Wednesday, January 23, 2008

Domestic Lace making and the Social Fabric of the Italian American Community in Corning

For Immediate Release
January 21, 2008


WHAT: Exhibit opening: Lace, the Spaces Between: Domestic Lace making and the Social Fabric of the Italian American Community in Corning
WHEN: Friday, February 22, 2008 7 PM
WHERE: The Benjamin Patterson Inn Museum
59 W. Pulteney St.
Corning, NY 14830
CONTACT: Jessica Cunningham, Corning Painted Post Historical Society, 607.937.5281
Connie Sullivan-Blum, The ARTS of the Southern Finger Lakes, 607.962.5871 x222

Lace, the Spaces Between:
Domestic Lace making and the Social Fabric of the Italian American Community in Corning

The Corning Painted Post Historical Society and The ARTS of the Southern Finger Lakes invite the public to share the joys and hardships of the Italian American immigrant experience through the practice of lace making. Lace, the Spaces Between: Domestic Lace making and the Social Fabric of the Italian American Community in Corning opens at the Benjamin Patterson Inn Museum, 59 W. Pulteney St, on Friday, February 22, 2008 at 7:00 P.M., and runs through December 19, 2008.

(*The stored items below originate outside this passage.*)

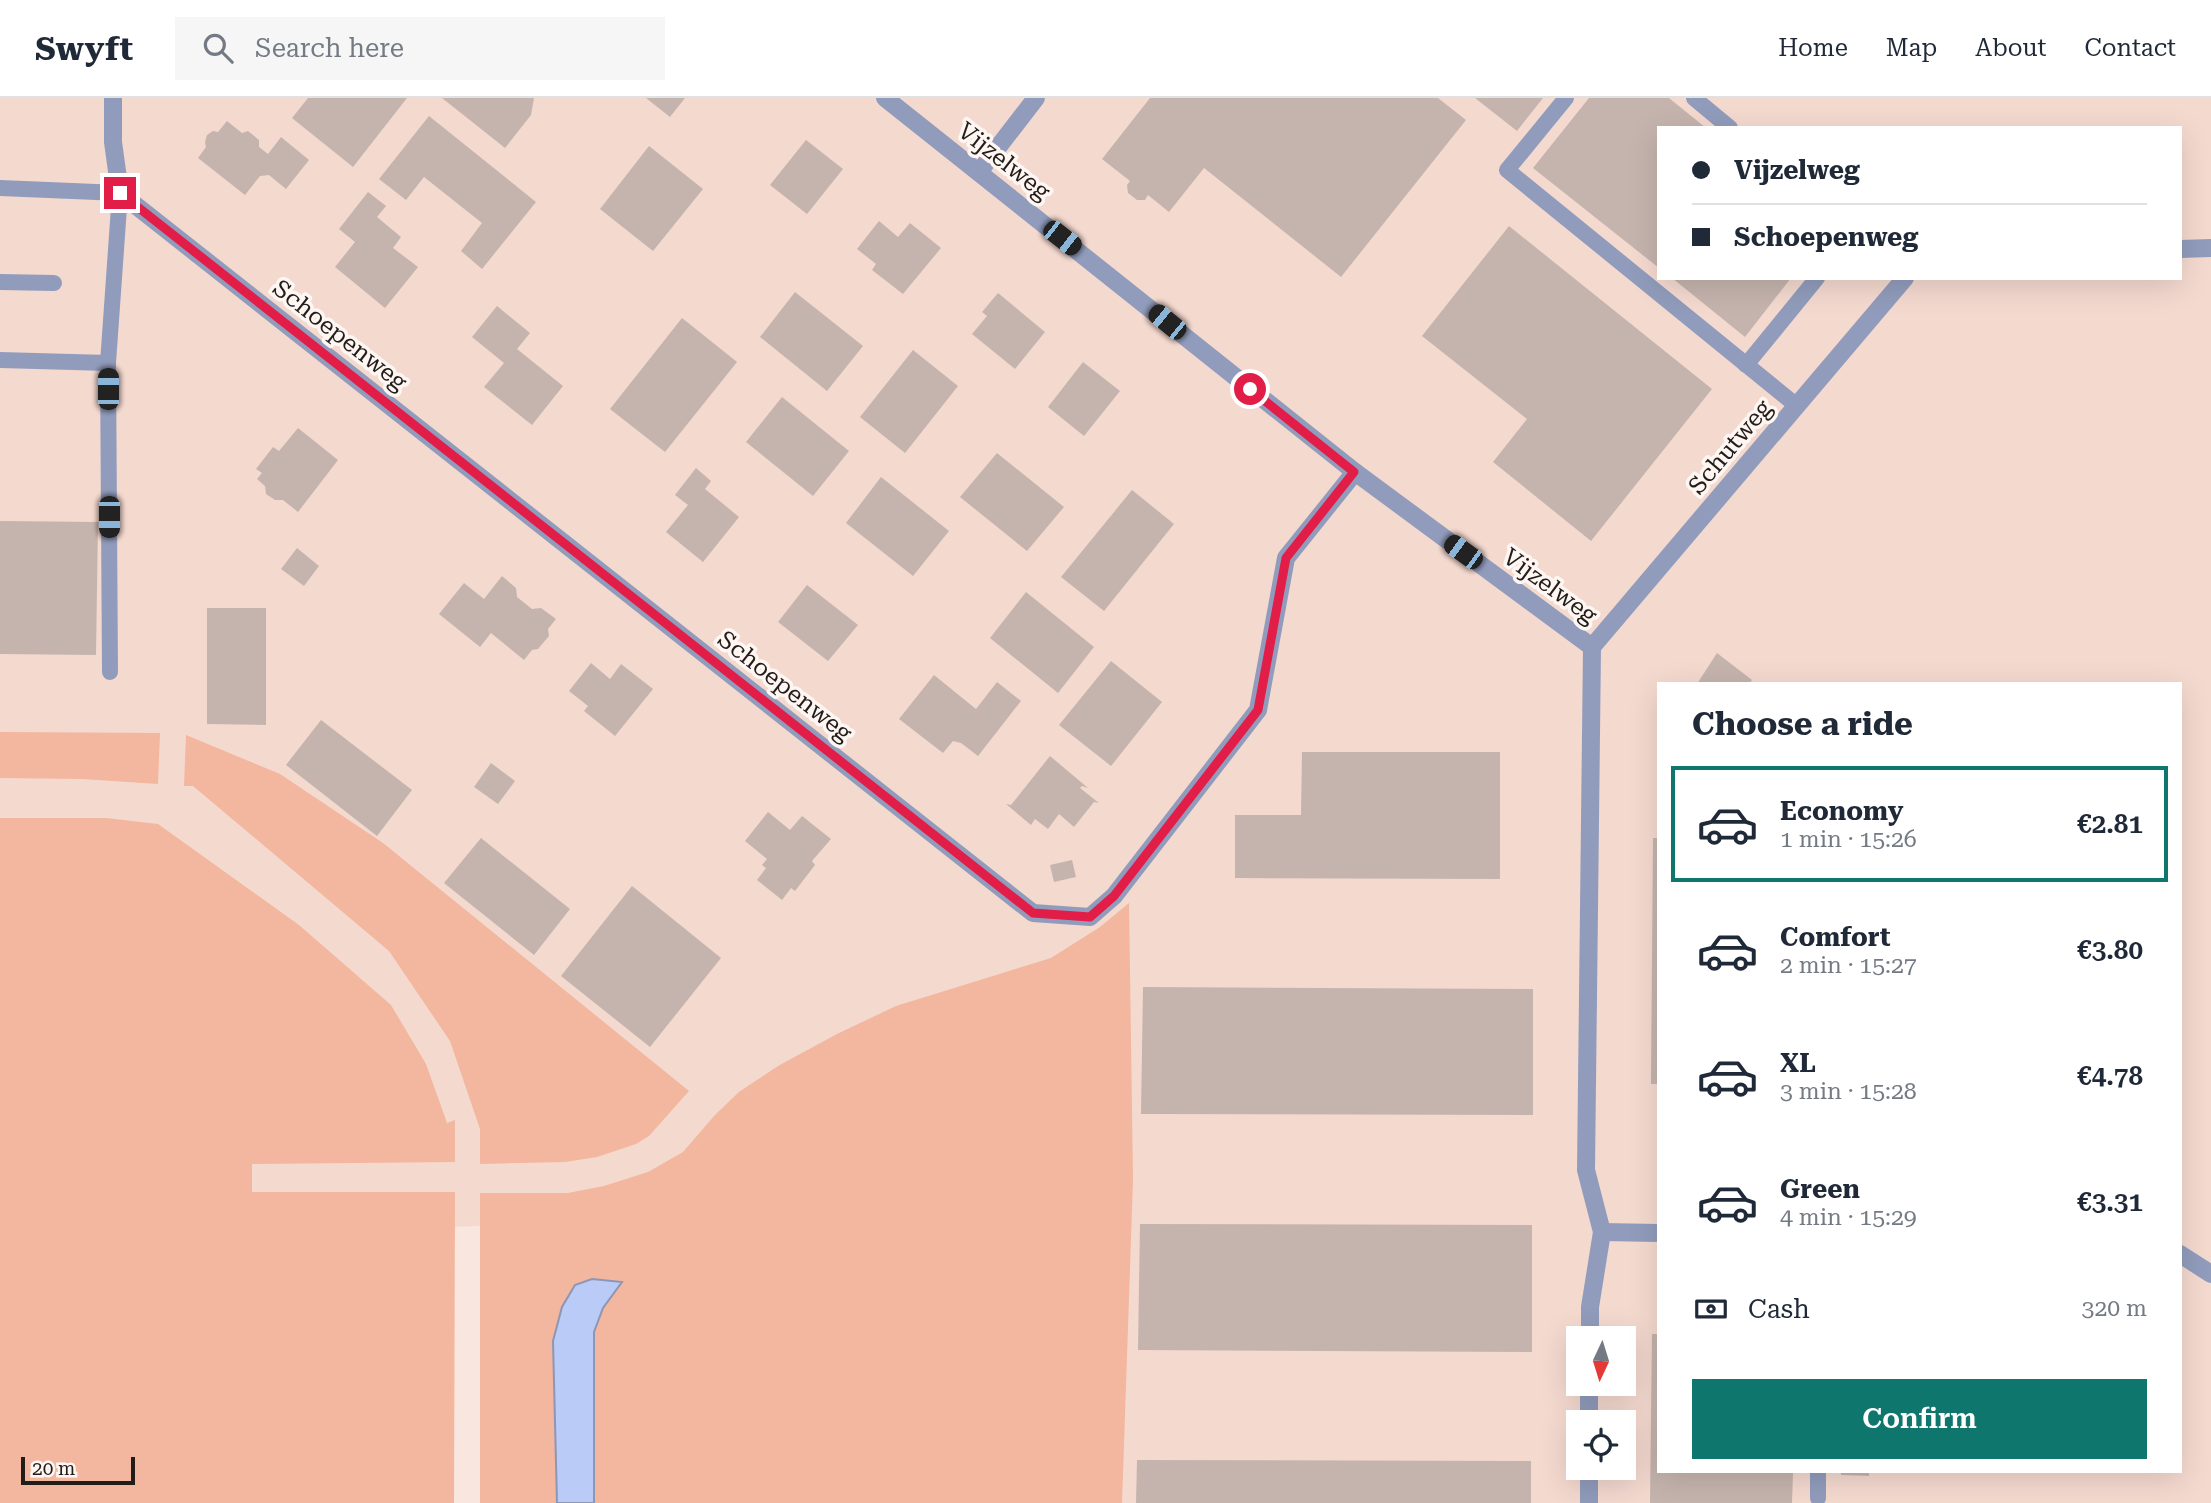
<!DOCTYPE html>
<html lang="en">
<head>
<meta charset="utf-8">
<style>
	body { margin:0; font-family:"Roboto Serif",serif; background:#f6f6f7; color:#1f2937; height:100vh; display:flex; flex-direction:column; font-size:26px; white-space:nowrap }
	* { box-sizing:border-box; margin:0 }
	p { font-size:23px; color:#747a83 }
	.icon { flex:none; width:38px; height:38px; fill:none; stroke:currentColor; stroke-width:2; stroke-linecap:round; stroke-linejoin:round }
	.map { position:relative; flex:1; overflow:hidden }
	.details { position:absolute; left:1657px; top:584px; width:525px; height:791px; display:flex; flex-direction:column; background:#fff; border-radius:0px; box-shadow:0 7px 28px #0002 }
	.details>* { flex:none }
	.guide { position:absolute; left:1657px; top:28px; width:525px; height:154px; border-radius:0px; box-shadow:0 7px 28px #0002; display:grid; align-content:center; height:154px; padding:0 35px; background:#fff }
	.needle { width:46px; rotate:184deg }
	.buttons { position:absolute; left:1566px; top:1228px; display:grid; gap:14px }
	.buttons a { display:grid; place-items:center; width:70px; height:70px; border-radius:0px; background:#fff; box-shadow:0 7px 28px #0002; font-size:35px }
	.scale { position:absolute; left:21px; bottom:18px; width:114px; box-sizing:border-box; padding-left:7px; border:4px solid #231d1a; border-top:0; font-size:19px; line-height:24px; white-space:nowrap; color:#231d1a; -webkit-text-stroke:5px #fef6f3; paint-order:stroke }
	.end { position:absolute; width:32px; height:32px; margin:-16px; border:9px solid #e11d48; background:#fff; box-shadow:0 0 0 4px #fff }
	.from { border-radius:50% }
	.car { position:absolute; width:21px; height:42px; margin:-21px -10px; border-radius:9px; box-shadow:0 0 5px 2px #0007; background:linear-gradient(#222 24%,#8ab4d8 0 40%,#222 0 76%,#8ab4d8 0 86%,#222 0) }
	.guide b { display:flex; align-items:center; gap:24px; height:66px; font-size:26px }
	.guide b+b { border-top:2px solid #e0e1e3 }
	.guide i { width:18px; height:18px; background:#1f2937 }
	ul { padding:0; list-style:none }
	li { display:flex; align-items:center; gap:21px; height:116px; margin:0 14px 10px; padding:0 21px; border:4px solid transparent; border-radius:0px }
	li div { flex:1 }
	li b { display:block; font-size:26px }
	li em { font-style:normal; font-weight:600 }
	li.active { border-color:#0f766e }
	li>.icon { width:63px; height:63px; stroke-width:1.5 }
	h2 { padding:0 35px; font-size:32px; line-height:84px }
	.pay { display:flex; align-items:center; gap:18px; height:77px; padding:0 35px; font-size:26px }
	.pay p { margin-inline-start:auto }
	.action { display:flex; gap:14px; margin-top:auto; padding:14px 35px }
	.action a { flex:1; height:80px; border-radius:0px; background:#0f766e; color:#fff; font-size:28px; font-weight:600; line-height:80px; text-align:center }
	header { display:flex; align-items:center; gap:42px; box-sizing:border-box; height:98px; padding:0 35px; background:#fff; border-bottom:2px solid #e0e1e3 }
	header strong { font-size:33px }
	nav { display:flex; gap:38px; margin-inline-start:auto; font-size:24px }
	.search { width:490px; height:63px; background:#f6f6f7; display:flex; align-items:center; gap:18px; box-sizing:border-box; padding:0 24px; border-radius:0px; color:#747a83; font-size:26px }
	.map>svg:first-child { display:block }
	.built { fill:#f4d9cf; fill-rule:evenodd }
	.green { fill:#f3b69e }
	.water { fill:#bbcbf7; stroke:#8d97b5; stroke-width:2 }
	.building { fill:#c5b4ad }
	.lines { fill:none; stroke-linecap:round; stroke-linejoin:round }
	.service { stroke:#919cbc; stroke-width:16 }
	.minor { stroke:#919cbc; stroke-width:18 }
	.route { stroke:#e11d48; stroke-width:9 }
	.labels { text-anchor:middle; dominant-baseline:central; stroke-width:7; stroke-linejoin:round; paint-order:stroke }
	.street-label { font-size:24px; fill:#231d1a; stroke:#fef6f3 }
</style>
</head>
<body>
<header>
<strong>Swyft</strong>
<div class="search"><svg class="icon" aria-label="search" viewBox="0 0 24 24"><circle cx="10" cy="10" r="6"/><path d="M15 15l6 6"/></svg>Search here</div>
<nav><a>Home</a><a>Map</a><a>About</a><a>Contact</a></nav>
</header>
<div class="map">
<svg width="2211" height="1405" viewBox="0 0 2211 1405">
	<rect width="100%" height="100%" fill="#f9e6df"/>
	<!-- built -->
	<path class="built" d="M0 0H2211V1405H1115L636 1122 319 1134 0 1074ZM1659 30H2180V180H1659ZM1659 586H2180V1374H1659ZM1578 1241H1624V1286H1578ZM1578 1325H1624V1370H1578Z"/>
	<!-- green -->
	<g class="green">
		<path d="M0 634 160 635 158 686 82 681 0 680Z"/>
		<path d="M186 637 280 676 383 745 689 993 649 1038 636 1046 597 1059 565 1064 480 1066V1031L450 943 389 853 193 688H184Z"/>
		<path d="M0 720H106L158 726 299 827 391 907 426 966 447 1025 455 1022V1064L252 1066V1094H455L454 1405H0Z"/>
		<path d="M1129 805 1133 1082 1122 1405H594V1234L603 1210 621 1185 553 1243 557 1405H480V1095H568L604 1088 648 1074 683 1054 715 1017 739 994 778 968 837 936 896 908 1051 860 1100 829Z"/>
	</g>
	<!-- water -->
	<path class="water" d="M592 1181 622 1184 603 1210 594 1234V1405H557L553 1243 562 1209 575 1187Z"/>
	<!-- building -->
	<g class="building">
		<path d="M308 0H407L353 69 292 20Z"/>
		<path d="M442 0H534L531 17 505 50Z"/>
		<path d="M646 0H685L670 19Z"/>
		<path d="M1150 0H1438L1466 22 1341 179 1204 70 1169 114 1148 97 1145 102H1137L1128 95 1127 87 1130 83 1102 61Z"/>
		<path d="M1475 0H1543L1517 33Z"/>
		<path d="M1589 0H1669L1706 30H1659V170L1533 70Z"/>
		<path d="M429 18 536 104 482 171 461 153 482 125 424 79 406 102 379 81Z"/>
		<path d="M227 23 242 35 248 33 259 42V49L268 56 281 39 309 62 286 91 269 77 260 78 245 97 198 60 206 49 205 44 207 37 213 33 218 34Z"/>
		<path d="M806 42 843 71 807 116 770 87Z"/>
		<path d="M649 48 703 91 653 153 600 111Z"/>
		<path d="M368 94 386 108 377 119 401 139 393 150 418 169 385 210 335 169 355 144 339 131Z"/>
		<path d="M879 123 898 139 910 125 941 150 903 196 872 172 876 166 857 151Z"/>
		<path d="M1509 128 1712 291 1591 443 1493 364 1527 321 1422 238Z"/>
		<path d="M1672 180H1791L1745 239Z"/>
		<path d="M795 194 863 248 827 293 760 239Z"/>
		<path d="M998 195 1045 234 1015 271 972 236 987 218 982 214Z"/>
		<path d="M497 208 530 235 517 251 563 288 532 327 484 289 504 265 472 239Z"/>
		<path d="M682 220 737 264 665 354 610 311Z"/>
		<path d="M913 252 958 288 905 355 860 319Z"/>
		<path d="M1083 264 1120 293 1084 338 1048 309Z"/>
		<path d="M782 299 849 353 813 398 746 344Z"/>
		<path d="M298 330 338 362 298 414 283 402H275L266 396 265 388 257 381 262 375 256 371 273 349 279 353Z"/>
		<path d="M997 355 1064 409 1027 453 960 399Z"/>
		<path d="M696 370 711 383 705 391 739 419 703 464 666 434 688 407 675 397Z"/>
		<path d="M881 379 949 433 913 478 846 425Z"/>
		<path d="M1132 392 1174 426 1104 513 1061 479Z"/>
		<path d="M0 423 98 424 96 557 0 556Z"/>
		<path d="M297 450 319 468 304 488 281 471Z"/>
		<path d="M502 478 516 490 517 499 532 511 541 510 556 521 548 531 549 538 538 551 532 552 524 562 491 535 480 549 439 516 464 485 484 501Z"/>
		<path d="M807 487 858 527 828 563 778 524Z"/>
		<path d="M1026 494 1094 549 1058 595 990 540Z"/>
		<path d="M207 510H266V627L207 626Z"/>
		<path d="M1717 555 1752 582 1749 586H1697Z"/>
		<path d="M1111 563 1162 604 1111 668 1059 627Z"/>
		<path d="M591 565 610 581 621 566 653 591 615 638 584 613 588 608 569 593Z"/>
		<path d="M934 577 976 611 997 584 1021 603 978 658 961 645 953 643 943 655 899 621Z"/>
		<path d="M321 622 412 692 377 738 286 667Z"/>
		<path d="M1302 654H1500V781L1235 780V717H1301Z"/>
		<path d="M1050 658 1088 690 1082 688 1080 690 1099 705 1094 704 1074 729 1059 716 1048 731 1035 721 1031 727 1006 706 1011 707Z"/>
		<path d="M491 665 515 683 498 706 474 689Z"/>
		<path d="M768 714 790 732 802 718 831 741 812 763 815 767 795 793 791 790 782 802 757 782 766 770 762 767 767 761 745 743Z"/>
		<path d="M481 740 570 811 534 857 444 785Z"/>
		<path d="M1653 740H1659V986H1651Z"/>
		<path d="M1072 762 1076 779 1054 784 1050 767Z"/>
		<path d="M632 788 721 860 650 949 561 878Z"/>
		<path d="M1143 889 1533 891V1017L1141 1016Z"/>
		<path d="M1140 1126 1532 1127V1254L1138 1252Z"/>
		<path d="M1652 1236H1659V1374L1793 1375 1792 1405H1650Z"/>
		<path d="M1137 1362 1531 1363V1405H1136Z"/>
		<path d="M1841 1374H1869V1378L1841 1377Z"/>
	</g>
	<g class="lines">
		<!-- service -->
		<g class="service">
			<path d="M1566 0 1507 72 1797 308"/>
			<path d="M1694 0 1730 30"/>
			<path d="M0 90 120 95 108 265 0 262"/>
			<path d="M0 184 54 185"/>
			<path d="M108 265 110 574"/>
			<path d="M1746 267 1817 180"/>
			<path d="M1818 1374V1400"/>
		</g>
		<!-- minor -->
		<g class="minor">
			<path d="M113 0V44L120 95 1033 815 1090 819 1114 798 1258 612 1286 460 1355 374"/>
			<path d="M885 0 1355 374 1592 549 1586 1072 1602 1134 1590 1209V1241"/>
			<path d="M979 74 1036 0"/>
			<path d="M2180 151 2211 150"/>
			<path d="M1592 549 1905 180"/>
			<path d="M1602 1134 1659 1135"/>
			<path d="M2180 1156 2211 1176"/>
			<path d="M1589 1325V1286"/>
			<path d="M1589 1405V1370"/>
		</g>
	</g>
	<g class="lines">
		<!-- route -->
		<path class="route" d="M120 95 1033 815 1090 819 1114 798 1258 612 1286 460 1354 374 1250 291"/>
	</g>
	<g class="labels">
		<!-- street labels -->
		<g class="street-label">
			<text transform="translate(1004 63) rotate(38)">Vijzelweg</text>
			<text transform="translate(340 237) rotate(38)">Schoepenweg</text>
			<text transform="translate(1730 349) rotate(-50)">Schutweg</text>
			<text transform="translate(1550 488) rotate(36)">Vijzelweg</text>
			<text transform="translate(785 588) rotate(38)">Schoepenweg</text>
		</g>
	</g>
</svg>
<div class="buttons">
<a><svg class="needle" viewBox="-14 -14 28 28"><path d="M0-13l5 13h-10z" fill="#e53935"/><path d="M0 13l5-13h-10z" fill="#747a83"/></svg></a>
<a><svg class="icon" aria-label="locate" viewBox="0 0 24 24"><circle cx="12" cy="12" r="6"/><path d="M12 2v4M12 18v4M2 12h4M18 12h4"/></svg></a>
</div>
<div class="scale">20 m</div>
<i class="end from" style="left:1250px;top:291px"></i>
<i class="end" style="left:120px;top:95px"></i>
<i class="car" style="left:1062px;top:140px;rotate:128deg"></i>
<i class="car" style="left:1167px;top:224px;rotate:309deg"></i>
<i class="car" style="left:108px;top:291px;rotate:0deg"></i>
<i class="car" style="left:109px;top:419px;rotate:180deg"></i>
<i class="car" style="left:1463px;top:454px;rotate:306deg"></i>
<div class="guide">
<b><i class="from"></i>Vijzelweg</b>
<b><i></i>Schoepenweg</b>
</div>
<section class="details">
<h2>Choose a ride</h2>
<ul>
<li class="active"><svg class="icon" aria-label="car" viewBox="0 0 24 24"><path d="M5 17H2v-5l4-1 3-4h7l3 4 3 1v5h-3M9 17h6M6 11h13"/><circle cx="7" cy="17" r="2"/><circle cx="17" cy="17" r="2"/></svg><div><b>Economy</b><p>1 min · 15:26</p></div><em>€2.81</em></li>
<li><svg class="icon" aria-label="car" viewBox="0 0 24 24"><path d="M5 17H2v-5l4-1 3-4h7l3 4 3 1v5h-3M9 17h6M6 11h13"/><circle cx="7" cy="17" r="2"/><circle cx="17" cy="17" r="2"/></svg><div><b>Comfort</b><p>2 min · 15:27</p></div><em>€3.80</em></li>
<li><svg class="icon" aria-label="car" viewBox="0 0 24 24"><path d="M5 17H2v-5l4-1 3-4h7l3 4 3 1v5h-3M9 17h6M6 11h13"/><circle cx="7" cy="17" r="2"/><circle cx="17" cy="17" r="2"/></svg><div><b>XL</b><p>3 min · 15:28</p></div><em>€4.78</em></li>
<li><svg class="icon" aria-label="car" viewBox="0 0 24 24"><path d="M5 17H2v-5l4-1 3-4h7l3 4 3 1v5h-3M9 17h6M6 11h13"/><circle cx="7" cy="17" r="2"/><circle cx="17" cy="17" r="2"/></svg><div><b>Green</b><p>4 min · 15:29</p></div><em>€3.31</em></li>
</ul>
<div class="pay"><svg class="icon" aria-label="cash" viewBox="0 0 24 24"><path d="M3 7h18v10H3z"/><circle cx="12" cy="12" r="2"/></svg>Cash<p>320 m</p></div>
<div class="action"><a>Confirm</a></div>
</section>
</div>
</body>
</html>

Domestic handmade lace is a metaphor for the Italian American experience in Corning. It symbolizes cultural continuity as well as the cultural disruption of assimilation. It carries social meanings about the role of women, beauty and cleanliness, the home, the immigrant experience and tradition. Rejecting domestic lace is a means of embracing modernity, and assimilation into the dominant culture. The material properties of lace reflect this. Lace is, in the words of one woman, “threads hanging in air.” It is connection through cotton thread as well as the absence of connection expressed in the negative space of lace patterns. Lace is a way to tell the particular story of Italians in Corning and the common story of change through immigration and between generations.

Jessica Cunningham, director of Corning Painted Post Historical Society, is excited about this exhibition. “This exhibit not only shows the beauty of lace as art, it is also a story of change in a close knit community.”
This exhibition is made possible with public funds from the New York State Council on the Arts, a state agency. Additional funds were also provided by The Elmira-Corning Community Foundation, Corning Inc., and LaVere Media.